In this article, we take measurements of capacitor impedance curves and examine the results. It seems simple, but it reveals several interesting behaviors.

Let’s start this part with a quiz:

Q: How many different capacitor devices can you identify in the capacitor impedance plots below?

Fig. 14–1. Quiz to identify capacitors

Throughout this article, you will find the answer step-by-step.

A Quick History

To get a better understanding of the material, there are many great articles from PI (Power Integrity) pioneers published around 2005. See references below: [1] [2] [3] [4] [5]

I thank Dr. István Novák (Samtec) for answering my questions and helping me understand his papers.

My Motivation 

Around 15 years ago, during bench testing—and before I fully understood the DesignCon discussions mentioned above—I noticed that parallel placement of multiple MLCC devices with the same part number lowers the self-resonant quality factor Q.

Here, I put a spotlight on this behavior in a modern manner applicable to today’s PI engineering community.

Measurement Method

To measure the capacitor impedance curves, I use our PI golden standard:

2-Port Shunt-Through

Note that all tests are performed at zero DC bias.

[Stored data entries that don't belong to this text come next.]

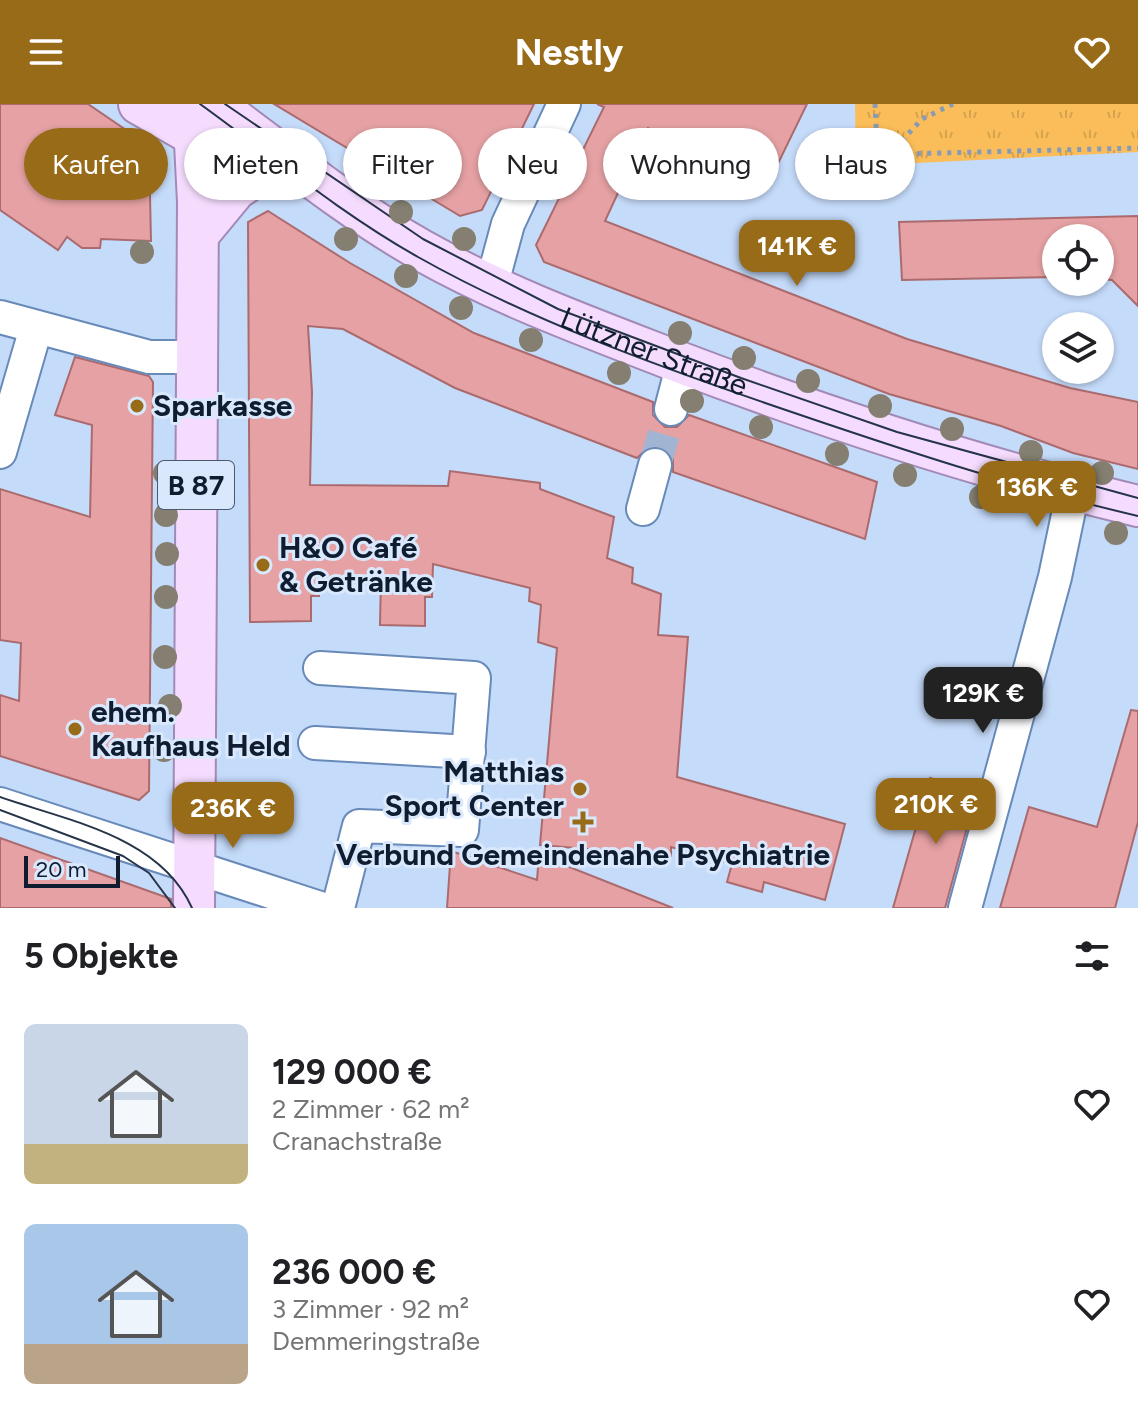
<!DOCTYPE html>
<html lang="de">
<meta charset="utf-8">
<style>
body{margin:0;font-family:Figtree,sans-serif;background:#f2f2f2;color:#202124;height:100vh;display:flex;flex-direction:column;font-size:30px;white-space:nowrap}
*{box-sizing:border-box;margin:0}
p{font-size:26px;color:#757577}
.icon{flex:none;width:44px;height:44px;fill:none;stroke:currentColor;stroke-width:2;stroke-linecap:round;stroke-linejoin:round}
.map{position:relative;height:804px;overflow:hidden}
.sheet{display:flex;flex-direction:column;background:#fff;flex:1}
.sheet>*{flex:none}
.top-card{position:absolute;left:24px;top:24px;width:1090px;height:72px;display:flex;gap:16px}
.buttons{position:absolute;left:1042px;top:120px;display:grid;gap:16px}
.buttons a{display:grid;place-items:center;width:72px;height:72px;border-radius:50%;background:#fff;box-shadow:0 2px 6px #0004;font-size:40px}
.scale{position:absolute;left:24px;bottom:20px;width:96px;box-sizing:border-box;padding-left:8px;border:4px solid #101d30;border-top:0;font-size:22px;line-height:28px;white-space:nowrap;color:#101d30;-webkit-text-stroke:6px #d9e8fd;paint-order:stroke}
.price{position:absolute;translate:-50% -68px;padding:0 18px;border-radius:16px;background:#986b19;color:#fff;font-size:26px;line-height:52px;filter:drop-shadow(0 2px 4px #0008)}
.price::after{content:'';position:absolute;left:50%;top:48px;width:24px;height:18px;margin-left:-12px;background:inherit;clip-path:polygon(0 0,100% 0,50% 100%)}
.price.current{background:#222;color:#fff}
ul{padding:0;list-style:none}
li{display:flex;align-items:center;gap:24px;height:200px;padding:0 24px}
li span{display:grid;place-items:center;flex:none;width:224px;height:160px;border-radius:12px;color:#555}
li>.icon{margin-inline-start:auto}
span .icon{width:96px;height:96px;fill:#fffc;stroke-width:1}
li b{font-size:34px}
h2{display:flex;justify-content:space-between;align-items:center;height:96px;padding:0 24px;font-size:34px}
.chip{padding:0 28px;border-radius:36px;background:#fff;box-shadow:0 2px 6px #0004;font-size:28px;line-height:72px}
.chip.current{background:#986b19;color:#fff}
header{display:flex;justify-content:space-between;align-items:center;height:104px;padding:0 24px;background:#986b19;color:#fff;font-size:36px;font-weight:700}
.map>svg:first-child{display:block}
.park{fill:url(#park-tufts)}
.building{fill:#e5a1a3;stroke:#ab6b6e;stroke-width:2}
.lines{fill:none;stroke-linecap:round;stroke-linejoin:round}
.minor-tunnel{stroke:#a1b5d2;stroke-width:32;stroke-dasharray:32 16;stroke-linecap:butt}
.minor-casing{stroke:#688ab9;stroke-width:36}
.major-casing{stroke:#a18ab6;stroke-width:44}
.path{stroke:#889bb6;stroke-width:5;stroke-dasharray:4 6;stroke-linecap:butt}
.minor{stroke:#fff;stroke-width:32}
.major{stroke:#f5dcfe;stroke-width:40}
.tram{stroke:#263449;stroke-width:2}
.tree{fill:#847f70}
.poi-dot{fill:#986b19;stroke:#d9e8fd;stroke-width:3}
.labels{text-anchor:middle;stroke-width:6;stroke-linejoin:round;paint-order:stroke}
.shield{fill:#d9e8fd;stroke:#4c5a6e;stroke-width:2}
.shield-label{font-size:28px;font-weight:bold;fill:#101d30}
.street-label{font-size:30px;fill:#101d30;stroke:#d9e8fd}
.poi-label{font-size:30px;font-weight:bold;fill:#101d30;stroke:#d9e8fd;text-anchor:start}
</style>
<header><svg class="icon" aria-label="menu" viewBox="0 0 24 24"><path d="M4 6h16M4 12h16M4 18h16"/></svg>Nestly<svg class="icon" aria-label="heart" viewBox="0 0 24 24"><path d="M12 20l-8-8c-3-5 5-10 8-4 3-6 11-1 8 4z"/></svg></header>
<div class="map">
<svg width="1138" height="804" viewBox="0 0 1138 804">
<defs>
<pattern id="park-tufts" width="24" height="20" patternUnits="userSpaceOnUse" patternTransform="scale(2)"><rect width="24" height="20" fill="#fabd59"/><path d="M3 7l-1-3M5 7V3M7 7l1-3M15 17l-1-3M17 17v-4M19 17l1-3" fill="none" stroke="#d5a24e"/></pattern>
</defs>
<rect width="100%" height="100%" fill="#c5dbfa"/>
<path class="park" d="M855 0H1138V48L856 62Z"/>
<g class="building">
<path d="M0 0H88L145 39 149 46 151 137 101 135 100 144H82L67 133 58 146 0 106Z"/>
<path d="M274 0H534L482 106 460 112Z"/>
<path d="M597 0H807L769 78 648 24 605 117 907 235 1070 284 1138 298V365L1073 349 1001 322 889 290 544 158 536 141 604 3Z"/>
<path d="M268 107 350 159 474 229 653 298V311L665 323H677L689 311 877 378 865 435 673 368V355L661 343H649L637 354 455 284 343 225 308 222 312 288 310 381 448 382 450 367 540 379V385L614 413 607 454 633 464 632 479 661 490 658 531 688 533 677 673 845 720 825 796 764 778 762 788 727 778 732 760 671 743V752L540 741 557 544 538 538 541 501 529 497 530 484 433 460 432 493H425V522L380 521 381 473 319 474V492H311V517L250 518 248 118Z"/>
<path d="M1138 112V202L1112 176 1100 175V134H1056V173L902 176 899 118Z"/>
<path d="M75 253 149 272 153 278 149 687 139 696 0 652V591L19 597 21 539 0 536V385L90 413 92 321 55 311Z"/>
<path d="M1131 606 1138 607V718L1115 804H1000L1029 703 1097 723Z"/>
<path d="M930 674 977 687 945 804H893Z"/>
<path d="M0 734 171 795V804H0Z"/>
<path d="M451 747 537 776 539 751 673 804H447Z"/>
</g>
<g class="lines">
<path class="minor-tunnel" d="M655 361 671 305"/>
<defs>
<g id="minor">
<path d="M491 183 508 120 564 0"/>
<path d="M0 213 149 253H197"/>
<path d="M671 305 683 259"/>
<path d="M0 348 36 224"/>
<path d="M643 405 655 361"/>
<path d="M320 564 474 574 462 726 359 722 338 804"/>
<path d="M315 639 469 648"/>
<path d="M0 700 320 804"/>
<path d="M965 804 1055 473 1073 387"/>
</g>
<g id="major">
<path d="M139 0 195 32 280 66"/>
<path d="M193 0 198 98 194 804"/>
<path id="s1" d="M214 0C282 50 347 104 421 146 501 191 585 222 671 255 823 313 979 364 1138 402"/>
<path d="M198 131 236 85 271 62"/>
</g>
</defs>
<use href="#minor" class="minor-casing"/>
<use href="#major" class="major-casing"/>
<g class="path">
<path d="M875 0 877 40 897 50"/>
<path d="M953 0 922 15 896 43 897 50 1138 44"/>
</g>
<use href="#minor" class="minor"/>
<use href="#major" class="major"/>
<g class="tram">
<path d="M200 0C272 52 340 109 418 153 530 216 652 260 774 302 894 343 1014 383 1138 412"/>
<path d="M225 0 423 135 558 205 741 274 897 328 1138 394"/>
<path d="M0 693C68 717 160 732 192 804"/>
<path d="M0 706 123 752 149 769 175 804"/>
</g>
</g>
<g class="tree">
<circle cx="401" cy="108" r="12"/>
<circle cx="346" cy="135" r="12"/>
<circle cx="464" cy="135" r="12"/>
<circle cx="142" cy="148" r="12"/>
<circle cx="406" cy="172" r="12"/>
<circle cx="461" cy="204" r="12"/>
<circle cx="680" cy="229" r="12"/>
<circle cx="531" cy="236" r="12"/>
<circle cx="744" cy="254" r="12"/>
<circle cx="619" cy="269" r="12"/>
<circle cx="808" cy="277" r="12"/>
<circle cx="692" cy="297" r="12"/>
<circle cx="880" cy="302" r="12"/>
<circle cx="761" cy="323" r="12"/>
<circle cx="952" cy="325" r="12"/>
<circle cx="1031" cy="348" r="12"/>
<circle cx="837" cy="350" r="12"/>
<circle cx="165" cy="369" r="12"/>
<circle cx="1102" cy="369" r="12"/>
<circle cx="905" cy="371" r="12"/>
<circle cx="981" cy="393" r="12"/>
<circle cx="166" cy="411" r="12"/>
<circle cx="1116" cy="429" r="12"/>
<circle cx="167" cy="450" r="12"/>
<circle cx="166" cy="493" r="12"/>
<circle cx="165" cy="553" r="12"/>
<circle cx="170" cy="602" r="12"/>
<circle cx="164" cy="646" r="12"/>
</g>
<g class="poi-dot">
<circle cx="137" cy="302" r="8"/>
<circle cx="263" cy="461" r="8"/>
<circle cx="75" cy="625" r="8"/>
<circle cx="580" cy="685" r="8"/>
<path d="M579 706h8v8h8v8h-8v8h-8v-8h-8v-8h8z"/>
</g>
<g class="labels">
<rect class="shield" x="158" y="357" width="76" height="48" rx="6"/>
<g class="shield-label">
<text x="196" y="391">B 87</text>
</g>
<g class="street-label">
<text dy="10" stroke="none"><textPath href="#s1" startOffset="508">Lützner Straße</textPath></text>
</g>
<g class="poi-label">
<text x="153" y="312">Sparkasse</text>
<text x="279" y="454">H&amp;O Café<tspan x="279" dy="34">&amp; Getränke</tspan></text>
<text x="91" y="618">ehem.<tspan x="91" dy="34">Kaufhaus Held</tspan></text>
<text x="564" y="678" text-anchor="end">Matthias<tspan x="564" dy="34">Sport Center</tspan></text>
<text x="583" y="761" text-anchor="middle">Verbund Gemeindenahe Psychiatrie</text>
</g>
</g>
</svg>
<div class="buttons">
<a><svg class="icon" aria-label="locate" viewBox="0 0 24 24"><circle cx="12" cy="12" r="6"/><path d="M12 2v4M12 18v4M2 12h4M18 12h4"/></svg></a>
<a><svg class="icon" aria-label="layers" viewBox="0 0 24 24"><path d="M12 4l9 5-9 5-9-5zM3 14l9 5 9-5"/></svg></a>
</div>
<div class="scale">20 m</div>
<b class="price" style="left:797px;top:184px">141K €</b>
<b class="price" style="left:1037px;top:425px">136K €</b>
<b class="price current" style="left:983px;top:631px">129K €</b>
<b class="price" style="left:936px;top:742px">210K €</b>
<b class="price" style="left:233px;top:746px">236K €</b>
<div class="top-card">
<a class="chip current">Kaufen</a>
<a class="chip">Mieten</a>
<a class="chip">Filter</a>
<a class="chip">Neu</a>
<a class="chip">Wohnung</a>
<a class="chip">Haus</a>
</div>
</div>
<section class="sheet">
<h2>5 Objekte<svg class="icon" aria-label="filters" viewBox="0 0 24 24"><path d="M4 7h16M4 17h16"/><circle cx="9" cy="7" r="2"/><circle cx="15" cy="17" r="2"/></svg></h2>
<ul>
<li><span style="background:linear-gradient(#c9d6e8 75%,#c2b280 0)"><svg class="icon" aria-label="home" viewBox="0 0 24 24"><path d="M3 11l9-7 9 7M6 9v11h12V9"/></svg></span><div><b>129 000 €</b><p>2 Zimmer · 62 m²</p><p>Cranachstraße</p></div><svg class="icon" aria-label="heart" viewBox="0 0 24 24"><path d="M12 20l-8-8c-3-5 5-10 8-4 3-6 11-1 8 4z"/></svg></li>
<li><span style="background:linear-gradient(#a9c7e8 75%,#b9a48a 0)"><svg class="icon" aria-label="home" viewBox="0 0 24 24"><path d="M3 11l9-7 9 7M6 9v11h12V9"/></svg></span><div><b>236 000 €</b><p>3 Zimmer · 92 m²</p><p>Demmeringstraße</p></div><svg class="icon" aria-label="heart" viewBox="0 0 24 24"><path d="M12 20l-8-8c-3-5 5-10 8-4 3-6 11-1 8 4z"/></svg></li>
</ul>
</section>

Target MLCC Device (Part Number)

I picked an MLCC device Würth Elektronik 885 012 14 003.

• Capacitance: 4.7 μF
• Voltage rating: 100 V
• Grade: X7R
• Size: 5.7 mm × 5.0 mm × 2.5 mm

The main reason for choosing this particular MLCC is its size. When I measure parallel placement of these MLCC units, a pair forms a 5.0 mm × 5.0 mm block eliminating X-Y-Z dimensional differences.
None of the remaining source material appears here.